**Exercise aim:**
Transcribe the lines from the start of the data below through the line with "Summarize the content of the street", word for word and nothing more.

**Material for this task:**
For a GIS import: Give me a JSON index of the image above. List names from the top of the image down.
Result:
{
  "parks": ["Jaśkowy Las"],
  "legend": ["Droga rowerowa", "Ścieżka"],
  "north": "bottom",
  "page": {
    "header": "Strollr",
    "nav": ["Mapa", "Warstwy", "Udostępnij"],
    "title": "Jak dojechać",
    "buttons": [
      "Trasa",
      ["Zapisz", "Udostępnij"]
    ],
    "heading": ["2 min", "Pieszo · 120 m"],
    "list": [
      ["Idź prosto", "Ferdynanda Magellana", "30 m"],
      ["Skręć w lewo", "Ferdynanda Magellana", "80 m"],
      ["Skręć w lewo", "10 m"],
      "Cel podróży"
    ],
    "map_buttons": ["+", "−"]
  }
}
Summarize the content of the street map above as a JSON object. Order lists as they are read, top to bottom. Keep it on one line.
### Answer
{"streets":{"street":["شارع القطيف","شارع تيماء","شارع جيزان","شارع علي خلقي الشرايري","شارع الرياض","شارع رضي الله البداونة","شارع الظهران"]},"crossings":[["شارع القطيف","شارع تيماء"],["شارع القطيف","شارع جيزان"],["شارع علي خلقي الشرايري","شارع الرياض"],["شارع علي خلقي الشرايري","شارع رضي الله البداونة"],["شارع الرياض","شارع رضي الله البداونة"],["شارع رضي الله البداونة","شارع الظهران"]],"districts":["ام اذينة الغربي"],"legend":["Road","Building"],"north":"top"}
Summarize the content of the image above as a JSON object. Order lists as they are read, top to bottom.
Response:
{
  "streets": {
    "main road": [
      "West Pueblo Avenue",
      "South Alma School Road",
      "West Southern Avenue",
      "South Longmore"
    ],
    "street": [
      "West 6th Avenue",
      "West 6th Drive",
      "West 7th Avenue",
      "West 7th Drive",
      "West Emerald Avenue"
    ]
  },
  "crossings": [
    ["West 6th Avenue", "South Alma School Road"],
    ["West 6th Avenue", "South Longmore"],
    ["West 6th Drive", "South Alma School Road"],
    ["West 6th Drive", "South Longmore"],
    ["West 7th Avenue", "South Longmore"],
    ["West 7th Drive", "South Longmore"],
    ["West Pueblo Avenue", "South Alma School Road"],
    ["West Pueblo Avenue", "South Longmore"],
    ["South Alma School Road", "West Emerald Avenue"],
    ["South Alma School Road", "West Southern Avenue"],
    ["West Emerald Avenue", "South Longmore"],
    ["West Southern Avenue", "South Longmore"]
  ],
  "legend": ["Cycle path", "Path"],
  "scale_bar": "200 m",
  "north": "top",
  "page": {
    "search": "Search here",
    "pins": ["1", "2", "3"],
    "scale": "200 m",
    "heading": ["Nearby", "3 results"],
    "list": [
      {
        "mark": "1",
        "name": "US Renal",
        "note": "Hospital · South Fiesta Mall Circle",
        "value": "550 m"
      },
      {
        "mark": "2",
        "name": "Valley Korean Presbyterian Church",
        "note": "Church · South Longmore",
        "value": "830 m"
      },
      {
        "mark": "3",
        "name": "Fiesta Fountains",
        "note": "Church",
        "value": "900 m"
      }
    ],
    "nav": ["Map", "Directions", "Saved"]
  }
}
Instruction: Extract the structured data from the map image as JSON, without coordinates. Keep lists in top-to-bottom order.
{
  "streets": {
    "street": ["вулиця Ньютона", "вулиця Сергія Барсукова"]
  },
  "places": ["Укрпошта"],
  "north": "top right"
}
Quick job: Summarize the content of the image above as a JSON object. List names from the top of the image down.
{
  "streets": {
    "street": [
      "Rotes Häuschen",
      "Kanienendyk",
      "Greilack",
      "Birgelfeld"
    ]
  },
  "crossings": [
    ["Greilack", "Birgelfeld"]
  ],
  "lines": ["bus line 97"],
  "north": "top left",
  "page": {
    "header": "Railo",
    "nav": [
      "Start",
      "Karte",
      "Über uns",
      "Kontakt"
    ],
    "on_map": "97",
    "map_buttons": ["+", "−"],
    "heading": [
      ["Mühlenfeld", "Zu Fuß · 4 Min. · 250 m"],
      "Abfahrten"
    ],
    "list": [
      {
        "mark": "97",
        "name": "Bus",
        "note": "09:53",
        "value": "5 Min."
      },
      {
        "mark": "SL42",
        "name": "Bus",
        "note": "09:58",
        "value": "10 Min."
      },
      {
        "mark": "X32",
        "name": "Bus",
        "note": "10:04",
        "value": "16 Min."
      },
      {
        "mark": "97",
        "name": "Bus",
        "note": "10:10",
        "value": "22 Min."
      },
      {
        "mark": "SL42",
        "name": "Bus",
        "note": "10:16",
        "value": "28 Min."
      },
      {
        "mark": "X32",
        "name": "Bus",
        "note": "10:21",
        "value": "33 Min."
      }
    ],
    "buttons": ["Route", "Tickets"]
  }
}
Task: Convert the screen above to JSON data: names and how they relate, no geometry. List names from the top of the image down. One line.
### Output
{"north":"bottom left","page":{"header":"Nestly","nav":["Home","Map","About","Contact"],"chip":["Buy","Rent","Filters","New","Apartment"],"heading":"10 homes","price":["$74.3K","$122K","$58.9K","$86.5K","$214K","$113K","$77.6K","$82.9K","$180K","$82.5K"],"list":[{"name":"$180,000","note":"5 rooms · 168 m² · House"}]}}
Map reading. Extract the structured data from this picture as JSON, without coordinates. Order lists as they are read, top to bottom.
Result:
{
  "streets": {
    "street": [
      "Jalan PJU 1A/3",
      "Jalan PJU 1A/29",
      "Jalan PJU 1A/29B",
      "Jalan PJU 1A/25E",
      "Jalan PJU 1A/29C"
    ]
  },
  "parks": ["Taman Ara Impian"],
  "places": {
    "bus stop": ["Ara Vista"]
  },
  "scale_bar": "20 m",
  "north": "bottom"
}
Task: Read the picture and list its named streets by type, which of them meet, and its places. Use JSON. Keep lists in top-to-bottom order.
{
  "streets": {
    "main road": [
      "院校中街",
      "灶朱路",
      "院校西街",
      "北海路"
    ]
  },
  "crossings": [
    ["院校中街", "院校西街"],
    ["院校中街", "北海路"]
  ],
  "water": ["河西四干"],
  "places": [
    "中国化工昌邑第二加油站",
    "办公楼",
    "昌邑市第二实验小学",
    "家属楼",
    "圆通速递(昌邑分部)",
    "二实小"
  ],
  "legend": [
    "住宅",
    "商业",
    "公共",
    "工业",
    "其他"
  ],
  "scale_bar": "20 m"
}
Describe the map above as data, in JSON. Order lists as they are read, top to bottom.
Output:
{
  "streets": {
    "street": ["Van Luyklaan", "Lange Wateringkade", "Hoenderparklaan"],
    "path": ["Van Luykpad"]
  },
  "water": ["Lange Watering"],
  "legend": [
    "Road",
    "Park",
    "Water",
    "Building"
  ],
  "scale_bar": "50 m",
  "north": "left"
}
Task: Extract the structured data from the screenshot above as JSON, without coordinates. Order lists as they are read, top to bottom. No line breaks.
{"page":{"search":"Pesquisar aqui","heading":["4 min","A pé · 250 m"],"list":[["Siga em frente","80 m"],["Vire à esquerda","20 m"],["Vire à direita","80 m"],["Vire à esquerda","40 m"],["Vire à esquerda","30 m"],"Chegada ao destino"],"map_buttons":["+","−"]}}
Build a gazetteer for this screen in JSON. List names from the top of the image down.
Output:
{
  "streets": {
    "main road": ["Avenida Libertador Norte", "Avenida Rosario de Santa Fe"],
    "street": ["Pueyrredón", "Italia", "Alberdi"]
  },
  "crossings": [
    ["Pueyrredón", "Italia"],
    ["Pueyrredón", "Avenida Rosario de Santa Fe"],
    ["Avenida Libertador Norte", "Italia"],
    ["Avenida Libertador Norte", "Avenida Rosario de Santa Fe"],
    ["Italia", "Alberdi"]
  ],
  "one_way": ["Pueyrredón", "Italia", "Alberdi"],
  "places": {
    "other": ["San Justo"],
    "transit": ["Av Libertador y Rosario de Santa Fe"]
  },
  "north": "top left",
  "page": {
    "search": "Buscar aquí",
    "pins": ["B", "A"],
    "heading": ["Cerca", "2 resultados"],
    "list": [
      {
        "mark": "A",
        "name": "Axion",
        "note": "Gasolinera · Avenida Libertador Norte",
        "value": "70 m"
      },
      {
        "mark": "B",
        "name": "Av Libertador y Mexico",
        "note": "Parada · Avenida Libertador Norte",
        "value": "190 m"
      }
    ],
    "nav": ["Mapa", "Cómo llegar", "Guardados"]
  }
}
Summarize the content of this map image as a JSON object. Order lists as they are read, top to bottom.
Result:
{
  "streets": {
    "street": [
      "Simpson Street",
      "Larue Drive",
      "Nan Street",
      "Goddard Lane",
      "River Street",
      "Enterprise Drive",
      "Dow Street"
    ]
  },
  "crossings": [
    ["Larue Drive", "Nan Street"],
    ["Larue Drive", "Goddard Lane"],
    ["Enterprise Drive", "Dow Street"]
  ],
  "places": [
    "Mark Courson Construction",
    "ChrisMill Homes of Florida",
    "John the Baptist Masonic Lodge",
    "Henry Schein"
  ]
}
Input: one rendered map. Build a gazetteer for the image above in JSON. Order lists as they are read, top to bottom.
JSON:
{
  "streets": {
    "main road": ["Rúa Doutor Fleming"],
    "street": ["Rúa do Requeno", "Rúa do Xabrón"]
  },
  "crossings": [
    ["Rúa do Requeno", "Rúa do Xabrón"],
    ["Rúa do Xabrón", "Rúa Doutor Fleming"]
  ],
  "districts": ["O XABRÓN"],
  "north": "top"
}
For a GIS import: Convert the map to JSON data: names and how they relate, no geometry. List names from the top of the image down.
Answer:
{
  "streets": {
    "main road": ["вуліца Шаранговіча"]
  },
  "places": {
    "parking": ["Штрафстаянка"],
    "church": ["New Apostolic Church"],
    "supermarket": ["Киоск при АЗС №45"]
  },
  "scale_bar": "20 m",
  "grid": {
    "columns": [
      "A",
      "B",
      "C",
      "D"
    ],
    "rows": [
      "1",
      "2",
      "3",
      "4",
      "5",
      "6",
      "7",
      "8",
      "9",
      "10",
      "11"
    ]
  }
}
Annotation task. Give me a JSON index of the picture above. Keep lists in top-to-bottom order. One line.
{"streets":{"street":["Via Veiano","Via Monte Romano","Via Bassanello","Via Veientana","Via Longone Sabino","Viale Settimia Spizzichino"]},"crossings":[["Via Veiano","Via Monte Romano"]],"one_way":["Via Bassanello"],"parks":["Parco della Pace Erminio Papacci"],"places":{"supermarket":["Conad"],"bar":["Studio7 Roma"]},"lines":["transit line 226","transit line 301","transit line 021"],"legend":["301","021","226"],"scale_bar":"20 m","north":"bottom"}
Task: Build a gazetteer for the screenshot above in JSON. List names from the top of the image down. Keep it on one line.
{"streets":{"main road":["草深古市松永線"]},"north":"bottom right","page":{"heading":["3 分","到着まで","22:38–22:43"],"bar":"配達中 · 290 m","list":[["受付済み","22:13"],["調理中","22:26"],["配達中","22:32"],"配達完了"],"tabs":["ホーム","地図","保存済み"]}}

**Written reply:**
For a GIS import: Give me a JSON index of the image above. List names from the top of the image down.
Result:
{
  "parks": ["Jaśkowy Las"],
  "legend": ["Droga rowerowa", "Ścieżka"],
  "north": "bottom",
  "page": {
    "header": "Strollr",
    "nav": ["Mapa", "Warstwy", "Udostępnij"],
    "title": "Jak dojechać",
    "buttons": [
      "Trasa",
      ["Zapisz", "Udostępnij"]
    ],
    "heading": ["2 min", "Pieszo · 120 m"],
    "list": [
      ["Idź prosto", "Ferdynanda Magellana", "30 m"],
      ["Skręć w lewo", "Ferdynanda Magellana", "80 m"],
      ["Skręć w lewo", "10 m"],
      "Cel podróży"
    ],
    "map_buttons": ["+", "−"]
  }
}
Summarize the content of the street map above as a JSON object. Order lists as they are read, top to bottom. Keep it on one line.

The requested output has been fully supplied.